* _WORK ITEM_
From the data below, copy out every line in which the word "speed" occurs.

Stored data:
+++++

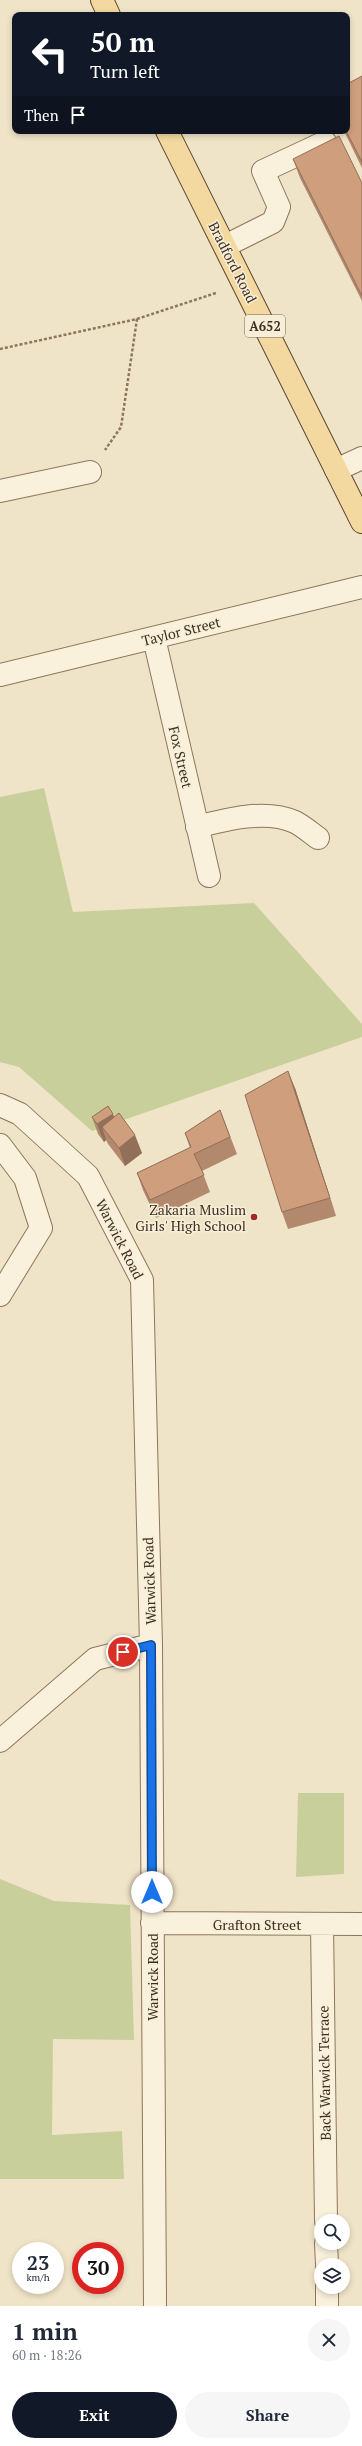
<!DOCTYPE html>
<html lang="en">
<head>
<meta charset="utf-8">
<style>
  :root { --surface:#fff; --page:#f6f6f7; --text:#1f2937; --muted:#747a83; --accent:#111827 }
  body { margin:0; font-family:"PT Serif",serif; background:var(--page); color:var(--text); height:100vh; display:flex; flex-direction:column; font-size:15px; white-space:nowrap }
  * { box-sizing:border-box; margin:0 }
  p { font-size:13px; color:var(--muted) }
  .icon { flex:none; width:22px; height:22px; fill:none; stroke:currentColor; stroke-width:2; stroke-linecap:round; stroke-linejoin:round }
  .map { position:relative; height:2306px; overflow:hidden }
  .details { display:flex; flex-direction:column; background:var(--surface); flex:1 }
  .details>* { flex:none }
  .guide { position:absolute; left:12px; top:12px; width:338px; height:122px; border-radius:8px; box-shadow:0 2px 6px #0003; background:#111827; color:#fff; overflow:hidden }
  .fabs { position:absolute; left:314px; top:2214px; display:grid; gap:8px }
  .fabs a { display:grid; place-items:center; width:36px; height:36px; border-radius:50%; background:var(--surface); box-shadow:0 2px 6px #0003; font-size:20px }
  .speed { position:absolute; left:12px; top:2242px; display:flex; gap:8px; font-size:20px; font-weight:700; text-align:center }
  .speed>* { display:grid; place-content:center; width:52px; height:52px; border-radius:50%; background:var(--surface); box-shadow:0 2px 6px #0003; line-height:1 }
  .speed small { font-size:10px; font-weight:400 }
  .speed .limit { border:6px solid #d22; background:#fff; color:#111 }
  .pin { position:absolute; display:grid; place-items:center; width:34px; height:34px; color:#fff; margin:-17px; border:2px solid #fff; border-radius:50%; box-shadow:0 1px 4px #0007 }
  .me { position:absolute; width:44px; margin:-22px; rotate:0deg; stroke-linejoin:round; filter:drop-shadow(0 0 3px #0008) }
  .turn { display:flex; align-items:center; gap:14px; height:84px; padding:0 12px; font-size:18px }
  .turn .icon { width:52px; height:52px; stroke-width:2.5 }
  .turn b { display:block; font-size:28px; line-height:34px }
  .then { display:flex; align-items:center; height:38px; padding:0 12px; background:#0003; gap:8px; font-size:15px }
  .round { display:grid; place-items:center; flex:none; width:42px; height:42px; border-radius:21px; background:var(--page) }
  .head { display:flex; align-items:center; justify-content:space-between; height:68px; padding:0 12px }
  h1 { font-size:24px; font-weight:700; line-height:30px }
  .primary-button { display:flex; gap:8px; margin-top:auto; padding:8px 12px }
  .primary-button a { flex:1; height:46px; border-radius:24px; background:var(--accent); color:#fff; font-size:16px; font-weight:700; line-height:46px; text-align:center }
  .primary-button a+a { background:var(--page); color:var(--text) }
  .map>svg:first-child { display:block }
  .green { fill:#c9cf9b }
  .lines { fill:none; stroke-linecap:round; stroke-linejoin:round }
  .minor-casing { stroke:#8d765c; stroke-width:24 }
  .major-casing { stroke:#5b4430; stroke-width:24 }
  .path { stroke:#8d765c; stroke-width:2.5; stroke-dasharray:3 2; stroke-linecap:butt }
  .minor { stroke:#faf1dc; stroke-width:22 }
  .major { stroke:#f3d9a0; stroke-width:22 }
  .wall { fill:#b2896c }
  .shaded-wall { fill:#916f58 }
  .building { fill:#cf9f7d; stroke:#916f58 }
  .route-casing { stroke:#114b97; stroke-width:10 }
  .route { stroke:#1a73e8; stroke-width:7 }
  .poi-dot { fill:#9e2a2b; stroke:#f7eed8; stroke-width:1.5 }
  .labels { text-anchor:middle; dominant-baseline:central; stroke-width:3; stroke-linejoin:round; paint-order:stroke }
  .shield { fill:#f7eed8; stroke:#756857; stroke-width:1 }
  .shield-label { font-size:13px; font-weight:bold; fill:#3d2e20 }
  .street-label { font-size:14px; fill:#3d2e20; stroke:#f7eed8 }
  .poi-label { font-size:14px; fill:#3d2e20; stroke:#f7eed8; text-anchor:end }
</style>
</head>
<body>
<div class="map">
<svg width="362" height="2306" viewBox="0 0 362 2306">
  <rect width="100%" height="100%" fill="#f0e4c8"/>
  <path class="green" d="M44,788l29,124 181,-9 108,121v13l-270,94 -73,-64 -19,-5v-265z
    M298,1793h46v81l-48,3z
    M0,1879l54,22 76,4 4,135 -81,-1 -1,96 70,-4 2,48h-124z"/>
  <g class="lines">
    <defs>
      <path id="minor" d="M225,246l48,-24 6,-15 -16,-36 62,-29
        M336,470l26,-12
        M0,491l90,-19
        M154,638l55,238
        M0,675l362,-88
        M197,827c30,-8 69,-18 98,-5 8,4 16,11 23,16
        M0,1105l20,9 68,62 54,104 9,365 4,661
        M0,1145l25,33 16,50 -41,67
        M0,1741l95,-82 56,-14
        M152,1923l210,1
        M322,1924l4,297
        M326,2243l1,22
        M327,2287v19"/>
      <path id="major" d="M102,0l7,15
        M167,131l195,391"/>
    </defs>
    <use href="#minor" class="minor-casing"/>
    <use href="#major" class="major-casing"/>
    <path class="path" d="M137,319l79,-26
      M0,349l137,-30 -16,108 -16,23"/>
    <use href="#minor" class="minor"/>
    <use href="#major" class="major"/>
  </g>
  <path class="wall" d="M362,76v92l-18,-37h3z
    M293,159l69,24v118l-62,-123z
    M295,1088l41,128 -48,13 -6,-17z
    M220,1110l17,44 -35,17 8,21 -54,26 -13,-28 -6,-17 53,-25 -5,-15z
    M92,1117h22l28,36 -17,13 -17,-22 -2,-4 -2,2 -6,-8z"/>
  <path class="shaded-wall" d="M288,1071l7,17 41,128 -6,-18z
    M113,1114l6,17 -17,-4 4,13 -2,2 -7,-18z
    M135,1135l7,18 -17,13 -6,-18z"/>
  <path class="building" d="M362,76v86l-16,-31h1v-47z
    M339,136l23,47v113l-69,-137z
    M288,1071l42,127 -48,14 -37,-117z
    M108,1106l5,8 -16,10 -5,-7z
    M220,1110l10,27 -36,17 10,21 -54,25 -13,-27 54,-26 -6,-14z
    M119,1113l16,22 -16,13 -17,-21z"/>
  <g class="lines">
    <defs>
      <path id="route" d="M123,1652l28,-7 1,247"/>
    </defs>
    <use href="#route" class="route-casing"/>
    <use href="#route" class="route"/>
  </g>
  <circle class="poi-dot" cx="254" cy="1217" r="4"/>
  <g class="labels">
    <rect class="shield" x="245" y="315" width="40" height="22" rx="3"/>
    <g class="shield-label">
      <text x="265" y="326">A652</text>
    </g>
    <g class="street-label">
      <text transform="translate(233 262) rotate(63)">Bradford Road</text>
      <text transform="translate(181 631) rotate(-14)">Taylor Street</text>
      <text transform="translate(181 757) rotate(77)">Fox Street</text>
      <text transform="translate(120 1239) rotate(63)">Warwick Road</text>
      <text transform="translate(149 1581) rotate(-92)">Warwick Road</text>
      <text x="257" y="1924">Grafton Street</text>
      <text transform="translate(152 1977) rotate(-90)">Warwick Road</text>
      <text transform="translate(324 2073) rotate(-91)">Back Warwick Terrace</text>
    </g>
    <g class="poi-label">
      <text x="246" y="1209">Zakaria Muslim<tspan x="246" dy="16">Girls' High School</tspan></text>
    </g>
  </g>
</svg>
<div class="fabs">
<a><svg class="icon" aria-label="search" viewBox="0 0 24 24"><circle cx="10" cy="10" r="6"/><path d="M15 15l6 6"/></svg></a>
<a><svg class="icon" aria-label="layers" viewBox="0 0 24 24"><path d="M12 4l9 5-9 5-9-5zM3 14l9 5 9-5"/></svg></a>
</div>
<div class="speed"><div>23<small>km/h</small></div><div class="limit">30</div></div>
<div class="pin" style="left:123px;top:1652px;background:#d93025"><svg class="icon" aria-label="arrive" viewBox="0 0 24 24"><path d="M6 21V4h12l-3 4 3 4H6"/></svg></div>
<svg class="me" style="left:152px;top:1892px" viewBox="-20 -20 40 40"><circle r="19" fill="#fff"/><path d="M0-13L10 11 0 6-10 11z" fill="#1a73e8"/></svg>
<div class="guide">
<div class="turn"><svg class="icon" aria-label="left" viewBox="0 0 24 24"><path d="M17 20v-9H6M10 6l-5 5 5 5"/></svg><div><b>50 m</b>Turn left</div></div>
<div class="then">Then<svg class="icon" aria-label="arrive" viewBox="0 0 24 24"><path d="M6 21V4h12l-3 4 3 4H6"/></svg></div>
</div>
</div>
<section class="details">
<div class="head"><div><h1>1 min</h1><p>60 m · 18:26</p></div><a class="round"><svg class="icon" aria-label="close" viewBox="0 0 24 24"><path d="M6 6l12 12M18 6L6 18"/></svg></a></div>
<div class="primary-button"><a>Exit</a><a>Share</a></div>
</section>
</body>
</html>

+++++

* _RESPONSE BOX_
  .speed { position:absolute; left:12px; top:2242px; display:flex; gap:8px; font-size:20px; font-weight:700; text-align:center }
  .speed>* { display:grid; place-content:center; width:52px; height:52px; border-radius:50%; background:var(--surface); box-shadow:0 2px 6px #0003; line-height:1 }
  .speed small { font-size:10px; font-weight:400 }
  .speed .limit { border:6px solid #d22; background:#fff; color:#111 }
<div class="speed"><div>23<small>km/h</small></div><div class="limit">30</div></div>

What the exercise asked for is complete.